To set the mood, Zero Dark Thirty begins with a 911 call from inside the World Trade Center playing over a blank screen. It’s exploitive, but also a chilling reminder of day and the nation’s lust for revenge that followed. Two years later, in an undisclosed CIA Black Site, Maya (Jessica Chastain) witnesses the torture of a detainee with links to Saudi terrorists. The interrogator, Dan (Jason Clarke), appears before his victims as the very picture of swaggering Americanism, shaggy haired and attired in jeans and band t-shirts. Maya watches him work the detainee over, humiliating and waterboarding him. If she’s initially horrified by what she sees, that horror quickly turns to passivity. There’s no moral outrage on her part here: torture is a tool, and tools can be quite useful. She picks up a lead suggesting that a man named Abu Ahmed is bin Ladin’s primary contact with the outside world and becomes obsessed with finding this man, hoping he’ll lead her to the top of Al Qaeda.
The Abu Ahmed plot is Zero Dark Thirty’s through-line, running beneath interludes of torture, hotel bombings, and political rest, but for much of the film Maya is a bystander, watching as her friends pursue their leads. Once Dan is reassigned to Washington (“I’ve seen to many dude’s penises,” he says), she mostly speaks to and plans operations with Jessica (Jennifer Ehle), who survives the Islamabad Marriott bombing with Maya and has high hopes that she can flip a Jordanian who claims to be one of bin Ladin’s doctors. Her belief leads her to insist that the soldiers at Camp Chapman dispense with their usual security measures. Camp Chapman is thus bombed. By the time Maya’s Abu Ahmed option remains the only practical one on the table, few within the CIA are as taken with the bin Ladin mission as she is.
But Jessica’s death has a transformative effect on Maya. Recruited into the CIA out of high school for the specific purpose of hunting bin Ladin, the man is now not only responsible for 9/11 but also for the removal—through death or by other means—of Maya’s very limited network of friends. Through two acts of Zero Dark Thirty, her Abu Ahmed lead is put on the back burner. After the Camp Chapman bombing, finding this man is tantamount to an act of vengeance, which Maya pursues like a renegade cop avenging a fallen partner. She is the lone wolf, and bin Ladin is her prey. As good as Chastain is, and she has proven adept at being the calm center of an otherwise chaotic prestige film, lone wolf narratives have been worn out by thrillers of all stripes: by the time she discovers bin Ladin’s Abbottabad compound—and through old-fashioned detective work, no less—and takes to writing the number of days of CIA inactivity on her superior’s door, she’s no longer a recognizable human being. If her eventual acceptance and embrace of torture in her line of work can be chalked up to continuous exposure, much of Maya’s later actions can be explained much more simply: she’s a character in a movie, and things are progressing as they should.

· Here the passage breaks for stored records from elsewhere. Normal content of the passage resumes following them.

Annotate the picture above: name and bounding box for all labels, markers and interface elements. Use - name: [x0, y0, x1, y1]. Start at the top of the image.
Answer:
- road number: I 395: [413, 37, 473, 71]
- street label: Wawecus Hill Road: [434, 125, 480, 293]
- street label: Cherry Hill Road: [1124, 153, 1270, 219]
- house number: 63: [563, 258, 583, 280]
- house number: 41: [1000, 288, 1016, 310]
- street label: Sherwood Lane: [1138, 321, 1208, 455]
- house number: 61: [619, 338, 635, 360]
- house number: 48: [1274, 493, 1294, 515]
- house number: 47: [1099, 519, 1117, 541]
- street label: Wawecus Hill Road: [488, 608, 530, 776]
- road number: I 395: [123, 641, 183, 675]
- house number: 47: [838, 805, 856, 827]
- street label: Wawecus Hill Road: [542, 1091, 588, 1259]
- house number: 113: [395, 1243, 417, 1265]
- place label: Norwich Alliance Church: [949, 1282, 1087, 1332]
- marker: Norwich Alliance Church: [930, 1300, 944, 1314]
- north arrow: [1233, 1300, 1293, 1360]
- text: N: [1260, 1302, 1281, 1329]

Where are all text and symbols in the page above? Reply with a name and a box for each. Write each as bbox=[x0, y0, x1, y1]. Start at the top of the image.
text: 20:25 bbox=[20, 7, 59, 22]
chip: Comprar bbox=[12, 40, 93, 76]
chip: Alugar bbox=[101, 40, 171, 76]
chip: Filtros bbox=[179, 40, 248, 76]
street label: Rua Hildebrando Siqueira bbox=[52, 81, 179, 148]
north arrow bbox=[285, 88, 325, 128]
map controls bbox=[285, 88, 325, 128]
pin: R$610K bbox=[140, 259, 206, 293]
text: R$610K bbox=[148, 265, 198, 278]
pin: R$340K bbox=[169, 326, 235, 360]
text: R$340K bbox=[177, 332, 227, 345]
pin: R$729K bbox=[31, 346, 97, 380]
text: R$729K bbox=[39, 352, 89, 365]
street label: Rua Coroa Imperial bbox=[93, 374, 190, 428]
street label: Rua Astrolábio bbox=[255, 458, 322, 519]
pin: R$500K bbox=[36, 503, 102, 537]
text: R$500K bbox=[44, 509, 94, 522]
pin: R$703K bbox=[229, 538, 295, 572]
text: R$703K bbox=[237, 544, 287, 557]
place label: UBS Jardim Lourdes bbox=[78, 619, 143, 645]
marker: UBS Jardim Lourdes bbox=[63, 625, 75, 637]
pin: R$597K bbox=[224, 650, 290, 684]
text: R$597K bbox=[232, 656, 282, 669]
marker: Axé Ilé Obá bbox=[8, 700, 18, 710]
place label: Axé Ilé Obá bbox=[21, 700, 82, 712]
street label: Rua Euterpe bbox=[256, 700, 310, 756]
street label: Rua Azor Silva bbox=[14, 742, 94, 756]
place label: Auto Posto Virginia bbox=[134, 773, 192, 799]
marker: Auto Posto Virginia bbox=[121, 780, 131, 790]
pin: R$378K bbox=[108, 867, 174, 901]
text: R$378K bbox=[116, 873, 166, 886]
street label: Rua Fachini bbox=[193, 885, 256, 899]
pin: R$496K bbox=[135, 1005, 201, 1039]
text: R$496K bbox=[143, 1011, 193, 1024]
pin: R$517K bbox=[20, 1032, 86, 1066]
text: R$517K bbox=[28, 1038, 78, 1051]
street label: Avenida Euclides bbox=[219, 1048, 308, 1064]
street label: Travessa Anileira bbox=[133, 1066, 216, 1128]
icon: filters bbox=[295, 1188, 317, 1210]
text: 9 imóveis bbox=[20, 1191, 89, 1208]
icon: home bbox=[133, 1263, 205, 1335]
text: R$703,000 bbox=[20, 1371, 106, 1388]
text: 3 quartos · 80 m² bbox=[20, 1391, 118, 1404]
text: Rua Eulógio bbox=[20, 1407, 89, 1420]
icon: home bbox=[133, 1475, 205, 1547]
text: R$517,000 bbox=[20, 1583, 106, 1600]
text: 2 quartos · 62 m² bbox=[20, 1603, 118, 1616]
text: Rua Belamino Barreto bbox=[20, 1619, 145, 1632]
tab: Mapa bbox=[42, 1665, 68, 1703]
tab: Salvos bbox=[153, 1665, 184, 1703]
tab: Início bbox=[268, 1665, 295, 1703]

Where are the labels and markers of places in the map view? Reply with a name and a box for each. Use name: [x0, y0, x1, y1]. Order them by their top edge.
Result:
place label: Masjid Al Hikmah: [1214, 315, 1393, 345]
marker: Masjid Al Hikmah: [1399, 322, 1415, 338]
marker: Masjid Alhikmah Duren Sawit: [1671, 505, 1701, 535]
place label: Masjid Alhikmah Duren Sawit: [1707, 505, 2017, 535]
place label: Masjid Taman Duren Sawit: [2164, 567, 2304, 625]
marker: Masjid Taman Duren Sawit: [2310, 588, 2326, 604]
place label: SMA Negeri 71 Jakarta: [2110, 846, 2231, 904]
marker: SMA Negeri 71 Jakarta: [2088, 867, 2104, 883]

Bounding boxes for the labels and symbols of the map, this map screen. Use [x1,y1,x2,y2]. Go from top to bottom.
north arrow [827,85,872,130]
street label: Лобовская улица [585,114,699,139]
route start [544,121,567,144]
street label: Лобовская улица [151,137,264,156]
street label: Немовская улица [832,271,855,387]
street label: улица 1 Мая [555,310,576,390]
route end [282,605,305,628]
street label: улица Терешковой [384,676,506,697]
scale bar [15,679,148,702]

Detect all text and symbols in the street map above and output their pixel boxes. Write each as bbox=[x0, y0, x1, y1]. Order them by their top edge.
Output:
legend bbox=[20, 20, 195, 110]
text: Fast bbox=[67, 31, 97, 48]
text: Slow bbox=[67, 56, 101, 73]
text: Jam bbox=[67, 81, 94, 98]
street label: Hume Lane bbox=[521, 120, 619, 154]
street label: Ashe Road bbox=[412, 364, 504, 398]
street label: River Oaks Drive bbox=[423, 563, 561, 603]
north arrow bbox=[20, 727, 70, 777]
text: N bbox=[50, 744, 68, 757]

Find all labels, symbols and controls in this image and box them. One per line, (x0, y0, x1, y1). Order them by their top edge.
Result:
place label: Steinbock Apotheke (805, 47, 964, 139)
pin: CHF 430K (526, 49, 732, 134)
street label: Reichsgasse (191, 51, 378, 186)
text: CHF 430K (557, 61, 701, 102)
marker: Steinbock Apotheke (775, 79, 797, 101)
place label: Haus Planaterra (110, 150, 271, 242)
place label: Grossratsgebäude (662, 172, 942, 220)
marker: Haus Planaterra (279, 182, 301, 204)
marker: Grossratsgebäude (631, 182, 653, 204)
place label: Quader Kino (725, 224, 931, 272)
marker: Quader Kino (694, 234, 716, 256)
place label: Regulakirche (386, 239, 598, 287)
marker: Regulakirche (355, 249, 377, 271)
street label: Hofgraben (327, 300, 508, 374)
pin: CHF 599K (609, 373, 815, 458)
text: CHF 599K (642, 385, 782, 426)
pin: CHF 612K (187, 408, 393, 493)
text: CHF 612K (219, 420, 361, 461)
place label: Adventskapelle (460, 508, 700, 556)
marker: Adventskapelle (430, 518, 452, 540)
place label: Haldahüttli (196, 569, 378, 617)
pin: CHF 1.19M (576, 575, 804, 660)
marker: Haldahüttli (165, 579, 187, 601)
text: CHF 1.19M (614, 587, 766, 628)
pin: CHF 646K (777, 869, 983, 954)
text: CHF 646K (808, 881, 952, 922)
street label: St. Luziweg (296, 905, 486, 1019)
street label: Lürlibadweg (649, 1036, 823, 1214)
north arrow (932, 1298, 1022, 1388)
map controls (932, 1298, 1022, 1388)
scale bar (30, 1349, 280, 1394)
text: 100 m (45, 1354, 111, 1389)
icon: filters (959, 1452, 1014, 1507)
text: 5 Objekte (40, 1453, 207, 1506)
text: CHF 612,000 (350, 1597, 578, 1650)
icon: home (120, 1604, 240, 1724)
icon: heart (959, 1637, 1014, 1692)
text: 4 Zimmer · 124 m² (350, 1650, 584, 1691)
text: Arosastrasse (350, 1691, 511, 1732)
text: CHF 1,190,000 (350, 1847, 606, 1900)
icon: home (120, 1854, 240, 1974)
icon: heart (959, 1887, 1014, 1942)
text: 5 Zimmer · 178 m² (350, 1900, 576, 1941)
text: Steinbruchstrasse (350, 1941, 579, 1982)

Maya’s journey from initiation to kill stands as a convenient metaphor of this country’s pursuit of vengeance, but it’s particularly disappointing that, save the film’s last shot, her journey is so similar to many that have been filmed before. For long stretches of time, Bigelow and Boal are able to effectively smokescreen this plot. The torture, the way Maya’s team tracks Abu Ahmed, the climactic raid on the Abbottabad compound—these sequences in particular are imbued with a peculiar kind of tension and, in the torture sequences especially, horror. In an age of WikiLeaks and unrestricted access, that the execution of bin Ladin works cinematically is nothing short of a testament to Bigelow’s skill as a craftsman. But Zero Dark Thirty is not the kind of film that invites one to marvel at its creation. At its best, Zero Dark Thirty makes digestible some of the more unbelievable events from the War on Terror. Its violence, dazzlingly executed, is awful to behold. Too often, however, Bigelow and Boal lack the strength of their protagonist. Their promised uncompromising take on a deeply flawed global manhunt is ultimately as compromised, as flawed, as the mission they document.
Perhaps this remains secondary to concerns over the way torture is portrayed as that which brings bin Ladin down. Fine. Before Zero Dark Thirty’s release, when it was scheduled to debut before the election, the talk surrounding the film was that it would unfairly swing the election in favor of President Obama. In the aftermath of its release, the new controversy is that Zero Dark Thirty justifies the use of torture. Generally speaking, I agree with the sentiment that the author of a particular piece of artwork is the least well-equipped to speak of their intent, but I also agree with Bigelow, an avowed pacifist, when she says she would never seek to justify torture. A pro-torture apologist is unlikely to employ thirty minutes of torture as a means of justification. Those sequences of America at its lowest are Zero Dark Thirty‘s finest. If the statement Bigelow makes with her opening isn’t overtly political, then it at least asks the audience to take those scenes in and consider the reality of them. The rest of the film asks nothing quite so serious of anybody. It understands that those among the crowd who are thoroughly disgusted have been through quite the ordeal and offers, with clear eyes and a three act structure, to lead those poor, beleaguered filmgoers to safety.
Zero Dark Thirty. With Jessica Chastain (Maya), Jason Clarke (Dan), Joel Edgerton (Patrick), Mark Strong (George), Jennifer Ehle (Jessica), Mark Duplass (Steve), and Chris Pratt (Justin). Directed by Kathryn Bigelow and produced by Bigelow, Mark Boal, and Megan Ellison. Screenplay by Boal.